#### DATASET RECORDS

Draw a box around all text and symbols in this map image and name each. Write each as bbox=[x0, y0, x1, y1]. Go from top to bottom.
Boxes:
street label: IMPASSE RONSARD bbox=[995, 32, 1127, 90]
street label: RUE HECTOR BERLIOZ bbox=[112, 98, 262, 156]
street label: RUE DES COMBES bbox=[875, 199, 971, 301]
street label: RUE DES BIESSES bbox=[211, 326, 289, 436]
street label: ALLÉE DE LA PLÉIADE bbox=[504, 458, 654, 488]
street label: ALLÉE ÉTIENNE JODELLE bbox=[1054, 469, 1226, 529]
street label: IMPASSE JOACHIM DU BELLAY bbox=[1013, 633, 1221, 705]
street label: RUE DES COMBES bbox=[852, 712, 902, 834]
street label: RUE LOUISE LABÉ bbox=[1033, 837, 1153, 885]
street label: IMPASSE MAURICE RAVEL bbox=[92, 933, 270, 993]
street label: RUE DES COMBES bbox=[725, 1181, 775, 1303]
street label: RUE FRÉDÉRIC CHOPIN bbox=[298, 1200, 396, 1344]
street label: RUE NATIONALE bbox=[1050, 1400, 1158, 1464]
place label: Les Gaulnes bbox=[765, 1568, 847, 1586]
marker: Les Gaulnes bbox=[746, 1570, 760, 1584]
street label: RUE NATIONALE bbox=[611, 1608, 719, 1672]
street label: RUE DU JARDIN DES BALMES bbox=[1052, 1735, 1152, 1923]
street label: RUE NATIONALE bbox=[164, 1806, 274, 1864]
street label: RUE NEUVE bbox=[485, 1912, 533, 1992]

########

Would you copy out each record precisely as it stands?

## [EXERCISE SOLUTION]
Draw a box around all text and symbols in this map image and name each. Write each as bbox=[x0, y0, x1, y1]. Go from top to bottom.
Boxes:
street label: IMPASSE RONSARD bbox=[995, 32, 1127, 90]
street label: RUE HECTOR BERLIOZ bbox=[112, 98, 262, 156]
street label: RUE DES COMBES bbox=[875, 199, 971, 301]
street label: RUE DES BIESSES bbox=[211, 326, 289, 436]
street label: ALLÉE DE LA PLÉIADE bbox=[504, 458, 654, 488]
street label: ALLÉE ÉTIENNE JODELLE bbox=[1054, 469, 1226, 529]
street label: IMPASSE JOACHIM DU BELLAY bbox=[1013, 633, 1221, 705]
street label: RUE DES COMBES bbox=[852, 712, 902, 834]
street label: RUE LOUISE LABÉ bbox=[1033, 837, 1153, 885]
street label: IMPASSE MAURICE RAVEL bbox=[92, 933, 270, 993]
street label: RUE DES COMBES bbox=[725, 1181, 775, 1303]
street label: RUE FRÉDÉRIC CHOPIN bbox=[298, 1200, 396, 1344]
street label: RUE NATIONALE bbox=[1050, 1400, 1158, 1464]
place label: Les Gaulnes bbox=[765, 1568, 847, 1586]
marker: Les Gaulnes bbox=[746, 1570, 760, 1584]
street label: RUE NATIONALE bbox=[611, 1608, 719, 1672]
street label: RUE DU JARDIN DES BALMES bbox=[1052, 1735, 1152, 1923]
street label: RUE NATIONALE bbox=[164, 1806, 274, 1864]
street label: RUE NEUVE bbox=[485, 1912, 533, 1992]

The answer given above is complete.